* [WHAT TO PRODUCE]:
Across the records that follow, determine how many lines contain "connections" and give only the resulting number.

━━━━━ DATA TO USE ━━━━━

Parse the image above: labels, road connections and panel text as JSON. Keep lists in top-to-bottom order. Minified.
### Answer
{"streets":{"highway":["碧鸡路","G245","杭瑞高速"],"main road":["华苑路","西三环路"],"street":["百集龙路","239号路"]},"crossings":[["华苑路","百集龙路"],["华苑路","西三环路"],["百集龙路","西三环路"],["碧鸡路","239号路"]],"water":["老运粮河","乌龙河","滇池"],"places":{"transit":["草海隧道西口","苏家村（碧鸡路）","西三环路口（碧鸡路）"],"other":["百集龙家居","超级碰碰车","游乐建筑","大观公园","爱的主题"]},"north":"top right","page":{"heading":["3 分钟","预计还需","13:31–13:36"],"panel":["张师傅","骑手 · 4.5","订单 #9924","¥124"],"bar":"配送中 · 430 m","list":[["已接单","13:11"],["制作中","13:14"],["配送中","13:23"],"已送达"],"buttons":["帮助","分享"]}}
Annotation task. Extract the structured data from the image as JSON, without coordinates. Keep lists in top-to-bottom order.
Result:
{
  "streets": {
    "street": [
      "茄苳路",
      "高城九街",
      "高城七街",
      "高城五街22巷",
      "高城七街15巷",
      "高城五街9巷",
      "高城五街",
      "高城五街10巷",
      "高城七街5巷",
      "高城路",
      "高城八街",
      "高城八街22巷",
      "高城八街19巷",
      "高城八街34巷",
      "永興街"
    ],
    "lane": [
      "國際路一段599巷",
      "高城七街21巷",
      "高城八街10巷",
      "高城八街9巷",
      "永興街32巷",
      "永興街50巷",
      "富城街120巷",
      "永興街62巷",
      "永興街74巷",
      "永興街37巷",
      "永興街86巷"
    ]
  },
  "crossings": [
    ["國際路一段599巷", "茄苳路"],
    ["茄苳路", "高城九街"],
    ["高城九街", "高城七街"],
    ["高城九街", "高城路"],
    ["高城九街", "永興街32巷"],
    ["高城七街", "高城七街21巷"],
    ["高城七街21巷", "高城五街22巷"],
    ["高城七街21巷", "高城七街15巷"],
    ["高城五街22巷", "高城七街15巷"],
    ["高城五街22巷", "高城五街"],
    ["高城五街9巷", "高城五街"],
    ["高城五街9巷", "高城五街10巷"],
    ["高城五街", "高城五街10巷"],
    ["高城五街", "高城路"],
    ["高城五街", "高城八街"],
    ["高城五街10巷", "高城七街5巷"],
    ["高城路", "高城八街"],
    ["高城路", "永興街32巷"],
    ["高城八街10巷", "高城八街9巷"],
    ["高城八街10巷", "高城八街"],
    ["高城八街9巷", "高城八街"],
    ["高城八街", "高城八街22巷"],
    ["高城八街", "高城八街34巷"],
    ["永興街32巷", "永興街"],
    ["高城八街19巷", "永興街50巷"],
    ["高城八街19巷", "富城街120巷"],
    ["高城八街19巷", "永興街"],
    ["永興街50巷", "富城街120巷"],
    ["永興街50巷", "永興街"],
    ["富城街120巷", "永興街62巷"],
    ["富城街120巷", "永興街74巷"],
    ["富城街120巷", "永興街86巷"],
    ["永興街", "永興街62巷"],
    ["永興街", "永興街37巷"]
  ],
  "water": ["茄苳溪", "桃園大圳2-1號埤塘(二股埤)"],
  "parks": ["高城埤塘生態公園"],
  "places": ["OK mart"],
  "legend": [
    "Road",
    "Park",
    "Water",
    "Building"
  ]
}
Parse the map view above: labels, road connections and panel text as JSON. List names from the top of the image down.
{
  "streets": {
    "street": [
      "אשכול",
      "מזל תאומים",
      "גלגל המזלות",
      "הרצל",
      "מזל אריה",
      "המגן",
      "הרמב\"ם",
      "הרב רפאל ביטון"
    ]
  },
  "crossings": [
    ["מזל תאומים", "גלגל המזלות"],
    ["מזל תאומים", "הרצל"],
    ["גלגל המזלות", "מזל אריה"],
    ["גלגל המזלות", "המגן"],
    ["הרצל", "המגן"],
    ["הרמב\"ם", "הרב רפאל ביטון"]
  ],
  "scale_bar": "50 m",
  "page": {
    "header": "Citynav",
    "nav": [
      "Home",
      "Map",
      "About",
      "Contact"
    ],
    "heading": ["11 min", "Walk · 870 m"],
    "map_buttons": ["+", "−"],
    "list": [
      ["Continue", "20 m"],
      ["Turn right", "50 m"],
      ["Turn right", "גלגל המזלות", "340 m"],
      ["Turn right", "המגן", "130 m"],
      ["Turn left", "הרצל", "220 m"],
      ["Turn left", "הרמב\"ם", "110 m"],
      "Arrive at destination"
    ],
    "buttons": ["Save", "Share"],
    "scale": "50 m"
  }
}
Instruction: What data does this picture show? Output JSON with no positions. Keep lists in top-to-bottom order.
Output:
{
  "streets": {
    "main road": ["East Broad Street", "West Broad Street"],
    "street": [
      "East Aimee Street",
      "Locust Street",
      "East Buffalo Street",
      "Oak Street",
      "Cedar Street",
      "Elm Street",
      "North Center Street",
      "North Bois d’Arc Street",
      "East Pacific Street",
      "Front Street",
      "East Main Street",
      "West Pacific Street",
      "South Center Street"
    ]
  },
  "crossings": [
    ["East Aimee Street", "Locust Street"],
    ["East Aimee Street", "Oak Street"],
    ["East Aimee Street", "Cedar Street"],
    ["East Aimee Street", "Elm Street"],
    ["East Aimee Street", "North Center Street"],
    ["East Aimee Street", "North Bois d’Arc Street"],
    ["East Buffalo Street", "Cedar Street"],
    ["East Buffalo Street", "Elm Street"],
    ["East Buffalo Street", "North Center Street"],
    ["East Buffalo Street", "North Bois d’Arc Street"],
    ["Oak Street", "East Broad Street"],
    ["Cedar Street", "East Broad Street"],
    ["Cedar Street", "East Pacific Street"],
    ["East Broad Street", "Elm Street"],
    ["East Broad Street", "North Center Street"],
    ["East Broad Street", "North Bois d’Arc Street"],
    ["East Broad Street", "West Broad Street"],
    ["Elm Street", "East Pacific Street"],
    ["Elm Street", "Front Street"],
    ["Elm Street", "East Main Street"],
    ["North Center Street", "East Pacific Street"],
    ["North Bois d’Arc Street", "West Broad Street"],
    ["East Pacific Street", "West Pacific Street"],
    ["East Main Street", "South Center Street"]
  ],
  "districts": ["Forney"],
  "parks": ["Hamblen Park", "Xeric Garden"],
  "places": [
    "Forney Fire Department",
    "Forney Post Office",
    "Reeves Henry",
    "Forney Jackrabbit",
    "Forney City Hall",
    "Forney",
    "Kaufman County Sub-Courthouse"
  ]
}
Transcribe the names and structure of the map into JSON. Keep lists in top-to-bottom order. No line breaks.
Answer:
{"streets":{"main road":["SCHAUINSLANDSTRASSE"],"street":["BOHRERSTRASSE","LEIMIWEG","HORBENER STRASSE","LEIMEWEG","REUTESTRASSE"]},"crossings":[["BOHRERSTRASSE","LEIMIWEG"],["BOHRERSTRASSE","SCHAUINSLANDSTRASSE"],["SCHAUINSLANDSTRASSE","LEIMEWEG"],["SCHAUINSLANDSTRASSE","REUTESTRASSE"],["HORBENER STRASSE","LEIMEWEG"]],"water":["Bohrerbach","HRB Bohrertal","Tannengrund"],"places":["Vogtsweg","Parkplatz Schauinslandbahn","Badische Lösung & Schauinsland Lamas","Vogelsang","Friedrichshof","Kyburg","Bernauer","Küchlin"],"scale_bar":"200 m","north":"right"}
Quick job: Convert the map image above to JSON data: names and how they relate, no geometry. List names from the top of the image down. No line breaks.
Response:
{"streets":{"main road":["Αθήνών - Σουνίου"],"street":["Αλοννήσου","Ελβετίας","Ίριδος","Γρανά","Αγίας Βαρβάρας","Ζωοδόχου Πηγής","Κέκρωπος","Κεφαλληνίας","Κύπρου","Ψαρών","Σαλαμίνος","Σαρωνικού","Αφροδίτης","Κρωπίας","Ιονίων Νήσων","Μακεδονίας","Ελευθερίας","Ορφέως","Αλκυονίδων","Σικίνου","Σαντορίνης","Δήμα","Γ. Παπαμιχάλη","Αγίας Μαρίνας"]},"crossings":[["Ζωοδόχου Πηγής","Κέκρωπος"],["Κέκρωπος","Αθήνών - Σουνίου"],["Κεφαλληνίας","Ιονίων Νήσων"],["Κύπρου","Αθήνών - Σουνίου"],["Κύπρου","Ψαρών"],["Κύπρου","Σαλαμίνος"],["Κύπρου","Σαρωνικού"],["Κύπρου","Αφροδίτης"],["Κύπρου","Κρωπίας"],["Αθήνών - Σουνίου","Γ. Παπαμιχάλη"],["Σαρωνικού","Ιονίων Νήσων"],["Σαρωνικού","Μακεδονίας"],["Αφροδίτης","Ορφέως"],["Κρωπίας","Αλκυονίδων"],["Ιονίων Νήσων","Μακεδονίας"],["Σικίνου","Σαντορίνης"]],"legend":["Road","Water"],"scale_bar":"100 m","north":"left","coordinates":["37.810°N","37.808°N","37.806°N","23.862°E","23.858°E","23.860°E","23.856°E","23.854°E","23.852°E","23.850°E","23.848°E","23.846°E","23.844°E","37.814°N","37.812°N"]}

━━━━━

* [RESULT OF THE TASK]:
2